If you have a high number of colonies on your recipient plasmid alone plate, you can try ligating the recipient plasmid alone in the presence and absence of ligase. If the colonies are a result of uncut empty plasmid, you will still have colonies when you do not add ligase. If the colonies are a result of recipient plasmid self-ligation, you will see significantly more colonies when you add ligase.
If you do not see any colonies, you should conduct a positive control to ensure that your transformation worked.
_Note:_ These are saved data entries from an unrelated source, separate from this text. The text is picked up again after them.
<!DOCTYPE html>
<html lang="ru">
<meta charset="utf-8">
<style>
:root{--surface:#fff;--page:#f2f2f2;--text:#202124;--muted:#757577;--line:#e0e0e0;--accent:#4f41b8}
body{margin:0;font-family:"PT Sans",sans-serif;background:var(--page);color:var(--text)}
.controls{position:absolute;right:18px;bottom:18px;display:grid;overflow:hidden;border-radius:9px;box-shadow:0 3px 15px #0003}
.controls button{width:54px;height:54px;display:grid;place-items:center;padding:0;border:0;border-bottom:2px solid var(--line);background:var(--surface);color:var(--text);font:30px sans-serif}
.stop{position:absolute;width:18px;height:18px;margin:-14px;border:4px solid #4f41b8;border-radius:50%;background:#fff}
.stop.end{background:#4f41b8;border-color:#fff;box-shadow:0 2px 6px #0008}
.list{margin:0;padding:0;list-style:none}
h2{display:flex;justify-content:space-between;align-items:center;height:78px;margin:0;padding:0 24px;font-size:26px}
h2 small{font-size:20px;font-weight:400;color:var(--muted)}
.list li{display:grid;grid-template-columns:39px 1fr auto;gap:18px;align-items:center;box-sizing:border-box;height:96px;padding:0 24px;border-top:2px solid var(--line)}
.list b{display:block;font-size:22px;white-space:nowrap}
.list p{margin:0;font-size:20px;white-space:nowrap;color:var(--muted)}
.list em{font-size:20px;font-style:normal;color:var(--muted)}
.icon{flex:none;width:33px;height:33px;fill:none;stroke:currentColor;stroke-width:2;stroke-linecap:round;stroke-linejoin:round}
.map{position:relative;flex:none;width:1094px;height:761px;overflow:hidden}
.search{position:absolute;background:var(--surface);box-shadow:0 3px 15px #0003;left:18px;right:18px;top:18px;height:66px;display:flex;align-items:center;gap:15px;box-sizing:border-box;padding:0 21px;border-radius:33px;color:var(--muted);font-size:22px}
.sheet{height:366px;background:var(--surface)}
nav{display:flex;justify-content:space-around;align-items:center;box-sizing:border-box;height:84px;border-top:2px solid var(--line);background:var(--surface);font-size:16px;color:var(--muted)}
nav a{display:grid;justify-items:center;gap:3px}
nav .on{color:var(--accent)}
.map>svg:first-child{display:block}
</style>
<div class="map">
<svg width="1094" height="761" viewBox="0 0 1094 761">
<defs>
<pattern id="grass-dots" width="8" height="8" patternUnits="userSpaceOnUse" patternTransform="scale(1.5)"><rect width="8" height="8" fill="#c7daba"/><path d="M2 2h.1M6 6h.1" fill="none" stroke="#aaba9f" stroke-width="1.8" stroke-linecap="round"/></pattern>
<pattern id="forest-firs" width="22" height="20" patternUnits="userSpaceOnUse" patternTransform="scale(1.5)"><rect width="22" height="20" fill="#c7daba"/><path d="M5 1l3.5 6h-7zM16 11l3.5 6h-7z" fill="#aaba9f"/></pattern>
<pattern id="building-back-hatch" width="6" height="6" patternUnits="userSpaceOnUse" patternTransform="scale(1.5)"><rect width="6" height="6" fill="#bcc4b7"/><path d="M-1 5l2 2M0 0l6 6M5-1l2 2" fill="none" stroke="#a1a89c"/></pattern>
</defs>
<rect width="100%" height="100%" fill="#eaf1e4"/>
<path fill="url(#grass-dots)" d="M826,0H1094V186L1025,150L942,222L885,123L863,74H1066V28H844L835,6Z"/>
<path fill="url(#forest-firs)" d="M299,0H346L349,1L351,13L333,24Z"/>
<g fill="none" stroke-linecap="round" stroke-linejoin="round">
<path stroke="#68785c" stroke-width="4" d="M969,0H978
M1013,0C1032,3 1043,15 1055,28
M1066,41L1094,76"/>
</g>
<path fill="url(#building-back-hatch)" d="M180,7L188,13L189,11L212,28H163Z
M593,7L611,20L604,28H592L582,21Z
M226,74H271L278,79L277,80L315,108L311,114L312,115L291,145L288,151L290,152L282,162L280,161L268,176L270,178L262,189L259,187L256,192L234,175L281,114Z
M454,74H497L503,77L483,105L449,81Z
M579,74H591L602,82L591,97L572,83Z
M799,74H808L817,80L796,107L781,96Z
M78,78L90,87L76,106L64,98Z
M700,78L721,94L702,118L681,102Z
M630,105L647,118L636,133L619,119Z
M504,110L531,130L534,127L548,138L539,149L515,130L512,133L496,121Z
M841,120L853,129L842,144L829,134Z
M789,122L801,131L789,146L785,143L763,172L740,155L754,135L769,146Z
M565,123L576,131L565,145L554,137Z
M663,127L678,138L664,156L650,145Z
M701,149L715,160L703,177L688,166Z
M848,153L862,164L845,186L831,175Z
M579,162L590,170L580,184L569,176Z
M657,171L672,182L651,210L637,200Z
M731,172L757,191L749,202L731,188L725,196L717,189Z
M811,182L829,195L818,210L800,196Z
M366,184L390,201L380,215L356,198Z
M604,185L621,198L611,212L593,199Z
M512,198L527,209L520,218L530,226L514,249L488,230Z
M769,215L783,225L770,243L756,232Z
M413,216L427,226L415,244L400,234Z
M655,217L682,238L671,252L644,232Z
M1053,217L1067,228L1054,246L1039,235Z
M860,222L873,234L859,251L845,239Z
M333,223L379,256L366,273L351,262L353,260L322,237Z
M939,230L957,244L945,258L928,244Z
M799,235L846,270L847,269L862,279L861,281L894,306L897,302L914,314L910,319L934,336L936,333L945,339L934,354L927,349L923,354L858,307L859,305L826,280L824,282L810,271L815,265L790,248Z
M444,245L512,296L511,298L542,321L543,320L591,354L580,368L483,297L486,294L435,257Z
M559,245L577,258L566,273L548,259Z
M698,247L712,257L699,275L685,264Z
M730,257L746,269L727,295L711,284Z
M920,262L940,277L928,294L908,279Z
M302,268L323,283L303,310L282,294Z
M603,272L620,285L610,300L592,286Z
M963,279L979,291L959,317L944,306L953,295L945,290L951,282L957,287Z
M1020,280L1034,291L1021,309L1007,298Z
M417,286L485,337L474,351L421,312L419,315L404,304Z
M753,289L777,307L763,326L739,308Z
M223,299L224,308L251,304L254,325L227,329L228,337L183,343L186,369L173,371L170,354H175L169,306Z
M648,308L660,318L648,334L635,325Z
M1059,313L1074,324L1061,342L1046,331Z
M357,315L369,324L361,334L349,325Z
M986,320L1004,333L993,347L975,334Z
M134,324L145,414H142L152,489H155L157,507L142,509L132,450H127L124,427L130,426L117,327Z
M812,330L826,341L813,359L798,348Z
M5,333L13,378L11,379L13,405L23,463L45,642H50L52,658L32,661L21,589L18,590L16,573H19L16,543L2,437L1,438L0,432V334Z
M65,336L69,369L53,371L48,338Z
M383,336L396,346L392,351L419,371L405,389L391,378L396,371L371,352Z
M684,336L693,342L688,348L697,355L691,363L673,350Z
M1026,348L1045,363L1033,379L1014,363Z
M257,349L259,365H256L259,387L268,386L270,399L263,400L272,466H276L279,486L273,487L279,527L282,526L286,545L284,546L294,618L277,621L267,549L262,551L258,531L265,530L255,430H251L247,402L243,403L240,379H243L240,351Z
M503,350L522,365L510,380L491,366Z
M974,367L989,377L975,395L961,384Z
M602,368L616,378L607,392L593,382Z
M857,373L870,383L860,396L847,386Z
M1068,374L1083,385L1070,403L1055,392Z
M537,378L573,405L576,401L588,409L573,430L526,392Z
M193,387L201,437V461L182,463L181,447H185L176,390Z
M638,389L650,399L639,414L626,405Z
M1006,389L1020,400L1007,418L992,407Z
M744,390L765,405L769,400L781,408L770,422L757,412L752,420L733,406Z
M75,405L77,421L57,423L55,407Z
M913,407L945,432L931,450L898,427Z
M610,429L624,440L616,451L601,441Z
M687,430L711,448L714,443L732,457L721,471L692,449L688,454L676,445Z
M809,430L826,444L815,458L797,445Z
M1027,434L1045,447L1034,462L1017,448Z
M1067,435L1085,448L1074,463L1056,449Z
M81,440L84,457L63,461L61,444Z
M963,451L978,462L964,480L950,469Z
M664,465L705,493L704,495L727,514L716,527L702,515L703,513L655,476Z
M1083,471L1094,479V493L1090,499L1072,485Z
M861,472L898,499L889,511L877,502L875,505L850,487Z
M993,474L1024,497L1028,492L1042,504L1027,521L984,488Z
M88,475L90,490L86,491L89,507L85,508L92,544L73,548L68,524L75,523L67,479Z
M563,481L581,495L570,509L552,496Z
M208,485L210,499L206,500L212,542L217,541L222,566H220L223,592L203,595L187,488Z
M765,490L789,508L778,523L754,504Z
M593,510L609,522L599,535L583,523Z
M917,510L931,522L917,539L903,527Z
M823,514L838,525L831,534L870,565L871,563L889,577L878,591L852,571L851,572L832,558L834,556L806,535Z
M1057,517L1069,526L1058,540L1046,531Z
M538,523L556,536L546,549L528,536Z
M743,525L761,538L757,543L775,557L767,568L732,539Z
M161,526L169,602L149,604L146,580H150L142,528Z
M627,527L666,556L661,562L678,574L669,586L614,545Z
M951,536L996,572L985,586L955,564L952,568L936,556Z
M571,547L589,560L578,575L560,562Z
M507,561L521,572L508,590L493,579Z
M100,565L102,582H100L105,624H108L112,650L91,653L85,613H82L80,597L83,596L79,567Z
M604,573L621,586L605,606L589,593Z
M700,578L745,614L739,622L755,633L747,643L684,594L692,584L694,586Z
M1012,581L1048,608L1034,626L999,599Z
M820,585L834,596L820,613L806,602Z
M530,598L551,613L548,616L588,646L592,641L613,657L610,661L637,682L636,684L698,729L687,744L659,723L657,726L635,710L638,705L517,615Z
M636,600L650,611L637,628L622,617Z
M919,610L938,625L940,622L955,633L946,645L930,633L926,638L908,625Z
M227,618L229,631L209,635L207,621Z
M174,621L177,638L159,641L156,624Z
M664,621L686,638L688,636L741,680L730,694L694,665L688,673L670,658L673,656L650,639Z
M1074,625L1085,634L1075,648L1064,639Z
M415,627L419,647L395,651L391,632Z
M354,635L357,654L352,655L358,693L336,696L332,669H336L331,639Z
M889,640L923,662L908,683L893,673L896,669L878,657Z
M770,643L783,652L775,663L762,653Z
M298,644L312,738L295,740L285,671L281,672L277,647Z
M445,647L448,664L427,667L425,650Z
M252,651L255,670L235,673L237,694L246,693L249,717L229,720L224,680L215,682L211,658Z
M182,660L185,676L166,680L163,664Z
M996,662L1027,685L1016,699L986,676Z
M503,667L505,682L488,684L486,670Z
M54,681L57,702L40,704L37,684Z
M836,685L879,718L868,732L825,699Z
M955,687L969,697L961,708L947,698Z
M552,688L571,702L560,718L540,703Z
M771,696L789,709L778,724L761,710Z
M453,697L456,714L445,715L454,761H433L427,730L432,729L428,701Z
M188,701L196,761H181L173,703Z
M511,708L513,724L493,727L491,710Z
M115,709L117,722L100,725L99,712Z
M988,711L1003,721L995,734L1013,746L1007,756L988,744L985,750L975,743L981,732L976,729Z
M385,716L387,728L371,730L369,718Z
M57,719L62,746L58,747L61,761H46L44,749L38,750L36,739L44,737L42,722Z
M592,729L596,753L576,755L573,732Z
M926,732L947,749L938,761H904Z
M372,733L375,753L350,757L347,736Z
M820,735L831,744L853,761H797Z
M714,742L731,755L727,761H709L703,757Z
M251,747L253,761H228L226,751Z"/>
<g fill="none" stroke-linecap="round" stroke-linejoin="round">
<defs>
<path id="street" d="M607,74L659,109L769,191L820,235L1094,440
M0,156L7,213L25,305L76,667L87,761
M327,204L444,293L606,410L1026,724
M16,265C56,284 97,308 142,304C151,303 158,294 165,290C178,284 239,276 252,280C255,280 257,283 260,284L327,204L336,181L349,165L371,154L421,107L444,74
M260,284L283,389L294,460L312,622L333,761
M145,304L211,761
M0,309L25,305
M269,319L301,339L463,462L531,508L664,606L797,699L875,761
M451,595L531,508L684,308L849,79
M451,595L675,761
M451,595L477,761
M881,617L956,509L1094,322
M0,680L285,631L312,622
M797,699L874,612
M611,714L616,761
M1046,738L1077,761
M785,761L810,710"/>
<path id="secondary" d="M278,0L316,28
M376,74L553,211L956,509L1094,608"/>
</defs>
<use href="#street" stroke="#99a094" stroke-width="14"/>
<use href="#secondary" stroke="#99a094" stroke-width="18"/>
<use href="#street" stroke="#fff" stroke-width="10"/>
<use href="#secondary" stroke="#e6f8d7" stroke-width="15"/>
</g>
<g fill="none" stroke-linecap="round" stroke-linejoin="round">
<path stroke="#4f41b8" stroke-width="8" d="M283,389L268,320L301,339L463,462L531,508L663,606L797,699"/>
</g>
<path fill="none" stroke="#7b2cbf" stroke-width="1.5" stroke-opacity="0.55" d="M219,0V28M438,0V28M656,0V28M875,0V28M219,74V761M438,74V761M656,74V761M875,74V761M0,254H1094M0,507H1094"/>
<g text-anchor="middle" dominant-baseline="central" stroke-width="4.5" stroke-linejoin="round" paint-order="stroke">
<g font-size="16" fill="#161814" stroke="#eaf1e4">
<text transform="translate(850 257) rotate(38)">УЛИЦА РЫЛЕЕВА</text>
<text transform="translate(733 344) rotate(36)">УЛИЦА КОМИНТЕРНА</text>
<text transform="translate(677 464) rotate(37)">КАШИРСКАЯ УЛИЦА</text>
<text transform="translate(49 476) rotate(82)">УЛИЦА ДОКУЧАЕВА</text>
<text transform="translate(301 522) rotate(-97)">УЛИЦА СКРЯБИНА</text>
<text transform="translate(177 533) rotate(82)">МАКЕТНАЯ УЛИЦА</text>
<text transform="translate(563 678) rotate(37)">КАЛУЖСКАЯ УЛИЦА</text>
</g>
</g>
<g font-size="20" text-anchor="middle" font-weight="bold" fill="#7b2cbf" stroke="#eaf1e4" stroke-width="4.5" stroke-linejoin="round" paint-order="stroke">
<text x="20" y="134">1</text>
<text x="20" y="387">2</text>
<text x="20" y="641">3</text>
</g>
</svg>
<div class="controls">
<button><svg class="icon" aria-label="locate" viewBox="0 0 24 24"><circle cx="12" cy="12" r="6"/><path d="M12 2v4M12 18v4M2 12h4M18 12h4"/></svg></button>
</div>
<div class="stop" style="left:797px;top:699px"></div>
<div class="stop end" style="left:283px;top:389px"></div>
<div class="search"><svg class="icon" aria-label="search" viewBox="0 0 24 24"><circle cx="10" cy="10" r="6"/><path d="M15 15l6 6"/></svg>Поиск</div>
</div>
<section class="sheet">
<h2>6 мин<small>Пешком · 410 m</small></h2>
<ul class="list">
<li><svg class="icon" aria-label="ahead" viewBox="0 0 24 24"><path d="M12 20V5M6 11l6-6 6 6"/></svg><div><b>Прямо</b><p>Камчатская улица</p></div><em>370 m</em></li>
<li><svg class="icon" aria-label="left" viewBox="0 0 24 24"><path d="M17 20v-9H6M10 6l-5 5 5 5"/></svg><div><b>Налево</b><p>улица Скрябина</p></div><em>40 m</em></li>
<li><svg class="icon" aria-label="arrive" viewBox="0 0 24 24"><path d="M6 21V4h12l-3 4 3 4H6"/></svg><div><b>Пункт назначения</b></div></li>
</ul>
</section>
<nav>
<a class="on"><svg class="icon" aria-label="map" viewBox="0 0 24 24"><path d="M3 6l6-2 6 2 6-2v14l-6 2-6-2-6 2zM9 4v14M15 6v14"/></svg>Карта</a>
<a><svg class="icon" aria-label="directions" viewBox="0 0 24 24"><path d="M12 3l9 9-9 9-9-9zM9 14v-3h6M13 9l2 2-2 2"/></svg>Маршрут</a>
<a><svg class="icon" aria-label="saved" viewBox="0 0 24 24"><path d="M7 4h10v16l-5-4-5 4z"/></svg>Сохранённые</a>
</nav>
You should also verify that you are plating on the appropriate antibiotic and try varying the amount of recipient plasmid to insert in the ligation reaction.
Isolate the Finished Plasmid
Finally, you will need to pick individual bacterial colonies and check them for successful ligations. Pick 3-10 colonies depending on the number of background colonies on your control plate (the more background, the more colonies you will need to pick) and grow overnight cultures for DNA purification.
After purifying the DNA, conduct a diagnostic restriction digest of 100-300ng of your purified DNA with the enzymes you used for the cloning. Run your digest on anagarose gel. You should see two bands, one the size of your vector and one the size of your new insert. If you used only one enzyme or used enzymes with compatible overhangs you will need to verify the orientation of your insert, so you may want to design a diagnostic digest for this purpose.
Congratulations, you now have YGOI in a mammalian expression vector and can begin your studies.